[The problem] From the listing below, extract every line containing "Энгельса".

[Data provided]
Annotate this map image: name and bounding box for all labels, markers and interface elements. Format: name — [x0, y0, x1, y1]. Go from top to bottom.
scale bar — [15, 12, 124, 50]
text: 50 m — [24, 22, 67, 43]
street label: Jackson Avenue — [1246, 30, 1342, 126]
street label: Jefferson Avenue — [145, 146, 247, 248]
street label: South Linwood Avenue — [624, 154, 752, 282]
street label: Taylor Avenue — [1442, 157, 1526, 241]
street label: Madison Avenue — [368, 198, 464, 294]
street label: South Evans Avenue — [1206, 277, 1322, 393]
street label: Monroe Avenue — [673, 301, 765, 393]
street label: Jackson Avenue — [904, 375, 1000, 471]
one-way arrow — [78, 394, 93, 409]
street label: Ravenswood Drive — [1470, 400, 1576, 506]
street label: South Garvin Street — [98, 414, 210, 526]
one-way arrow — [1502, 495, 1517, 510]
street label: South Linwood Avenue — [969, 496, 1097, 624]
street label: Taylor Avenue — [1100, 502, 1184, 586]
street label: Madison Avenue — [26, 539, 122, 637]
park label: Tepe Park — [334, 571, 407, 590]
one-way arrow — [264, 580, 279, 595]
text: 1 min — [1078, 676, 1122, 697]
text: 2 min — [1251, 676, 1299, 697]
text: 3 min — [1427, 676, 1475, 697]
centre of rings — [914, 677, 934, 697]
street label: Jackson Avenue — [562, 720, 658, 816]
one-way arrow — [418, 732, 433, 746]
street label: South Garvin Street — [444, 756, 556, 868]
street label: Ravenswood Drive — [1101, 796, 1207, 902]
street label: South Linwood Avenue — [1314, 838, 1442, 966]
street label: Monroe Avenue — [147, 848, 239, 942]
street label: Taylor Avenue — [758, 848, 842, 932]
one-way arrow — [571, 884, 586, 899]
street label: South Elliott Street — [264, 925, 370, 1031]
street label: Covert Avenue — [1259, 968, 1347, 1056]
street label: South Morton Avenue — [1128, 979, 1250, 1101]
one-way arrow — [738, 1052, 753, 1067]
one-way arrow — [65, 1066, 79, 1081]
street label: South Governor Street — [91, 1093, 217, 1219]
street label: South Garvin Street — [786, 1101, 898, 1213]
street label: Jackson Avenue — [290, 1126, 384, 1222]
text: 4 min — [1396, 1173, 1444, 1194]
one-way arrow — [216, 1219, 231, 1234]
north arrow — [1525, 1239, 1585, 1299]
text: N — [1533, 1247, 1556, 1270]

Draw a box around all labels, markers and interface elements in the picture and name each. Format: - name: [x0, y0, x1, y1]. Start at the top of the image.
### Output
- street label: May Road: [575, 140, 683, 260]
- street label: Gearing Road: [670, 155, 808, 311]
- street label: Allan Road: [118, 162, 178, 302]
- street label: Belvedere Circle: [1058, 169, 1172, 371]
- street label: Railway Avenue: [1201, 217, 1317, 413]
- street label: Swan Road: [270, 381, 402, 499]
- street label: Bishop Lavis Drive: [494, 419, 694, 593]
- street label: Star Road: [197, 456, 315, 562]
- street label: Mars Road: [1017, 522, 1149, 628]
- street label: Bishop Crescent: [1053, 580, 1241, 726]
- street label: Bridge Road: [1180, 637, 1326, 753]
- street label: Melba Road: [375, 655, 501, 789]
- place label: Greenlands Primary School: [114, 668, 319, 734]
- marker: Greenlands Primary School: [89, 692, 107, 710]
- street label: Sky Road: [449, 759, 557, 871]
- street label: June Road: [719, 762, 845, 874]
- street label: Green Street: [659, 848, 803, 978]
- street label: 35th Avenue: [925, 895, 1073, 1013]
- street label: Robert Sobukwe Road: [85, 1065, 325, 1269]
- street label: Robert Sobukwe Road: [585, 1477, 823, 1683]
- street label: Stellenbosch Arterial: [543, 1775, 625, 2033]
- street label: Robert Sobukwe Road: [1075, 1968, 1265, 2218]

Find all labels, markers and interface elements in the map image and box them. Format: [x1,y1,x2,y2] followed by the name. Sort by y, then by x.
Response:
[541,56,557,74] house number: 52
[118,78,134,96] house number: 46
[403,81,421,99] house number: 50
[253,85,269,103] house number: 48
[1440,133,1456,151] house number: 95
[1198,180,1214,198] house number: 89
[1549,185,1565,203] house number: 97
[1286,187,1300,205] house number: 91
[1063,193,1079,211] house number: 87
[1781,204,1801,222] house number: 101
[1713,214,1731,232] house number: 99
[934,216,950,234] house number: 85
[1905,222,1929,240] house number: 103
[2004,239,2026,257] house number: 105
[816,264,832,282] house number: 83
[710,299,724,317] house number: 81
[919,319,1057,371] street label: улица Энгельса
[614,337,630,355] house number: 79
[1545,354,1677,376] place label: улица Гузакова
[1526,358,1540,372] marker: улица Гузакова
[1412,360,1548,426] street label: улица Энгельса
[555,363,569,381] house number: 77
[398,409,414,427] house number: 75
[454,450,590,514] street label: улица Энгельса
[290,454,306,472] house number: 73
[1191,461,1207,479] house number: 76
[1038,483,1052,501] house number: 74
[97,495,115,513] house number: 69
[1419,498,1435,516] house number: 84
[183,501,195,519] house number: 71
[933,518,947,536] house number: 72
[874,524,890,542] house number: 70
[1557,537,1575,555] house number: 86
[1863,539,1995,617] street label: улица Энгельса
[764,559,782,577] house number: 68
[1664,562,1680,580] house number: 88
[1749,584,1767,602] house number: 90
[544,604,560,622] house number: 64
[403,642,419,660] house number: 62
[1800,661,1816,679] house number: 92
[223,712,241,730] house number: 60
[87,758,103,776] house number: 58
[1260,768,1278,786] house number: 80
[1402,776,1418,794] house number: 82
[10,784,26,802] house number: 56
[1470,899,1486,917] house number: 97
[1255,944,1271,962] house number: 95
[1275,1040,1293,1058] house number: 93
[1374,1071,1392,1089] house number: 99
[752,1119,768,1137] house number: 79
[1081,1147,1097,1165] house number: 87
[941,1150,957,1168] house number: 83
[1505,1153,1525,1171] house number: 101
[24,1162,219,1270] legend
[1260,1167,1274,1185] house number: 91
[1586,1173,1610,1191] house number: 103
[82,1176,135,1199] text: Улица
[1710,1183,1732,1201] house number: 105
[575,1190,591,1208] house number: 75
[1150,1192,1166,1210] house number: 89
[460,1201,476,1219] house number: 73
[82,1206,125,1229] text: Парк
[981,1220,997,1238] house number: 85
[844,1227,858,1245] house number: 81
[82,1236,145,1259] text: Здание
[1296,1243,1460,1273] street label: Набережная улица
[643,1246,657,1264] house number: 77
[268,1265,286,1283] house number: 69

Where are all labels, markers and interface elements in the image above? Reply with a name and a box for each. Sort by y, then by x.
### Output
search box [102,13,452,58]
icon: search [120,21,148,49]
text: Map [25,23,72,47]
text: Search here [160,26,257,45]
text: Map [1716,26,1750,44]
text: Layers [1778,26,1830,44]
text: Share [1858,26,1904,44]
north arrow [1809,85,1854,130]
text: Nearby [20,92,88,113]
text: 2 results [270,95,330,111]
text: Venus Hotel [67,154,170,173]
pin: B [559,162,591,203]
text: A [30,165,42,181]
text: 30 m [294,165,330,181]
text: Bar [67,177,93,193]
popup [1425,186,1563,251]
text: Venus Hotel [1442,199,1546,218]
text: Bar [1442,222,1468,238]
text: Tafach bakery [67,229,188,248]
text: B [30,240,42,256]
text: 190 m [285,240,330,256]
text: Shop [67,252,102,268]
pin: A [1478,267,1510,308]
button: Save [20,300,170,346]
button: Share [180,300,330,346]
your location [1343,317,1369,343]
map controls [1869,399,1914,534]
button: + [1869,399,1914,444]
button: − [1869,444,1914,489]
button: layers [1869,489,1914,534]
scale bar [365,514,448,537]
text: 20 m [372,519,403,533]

[The completed task]
[919,319,1057,371] street label: улица Энгельса
[1412,360,1548,426] street label: улица Энгельса
[454,450,590,514] street label: улица Энгельса
[1863,539,1995,617] street label: улица Энгельса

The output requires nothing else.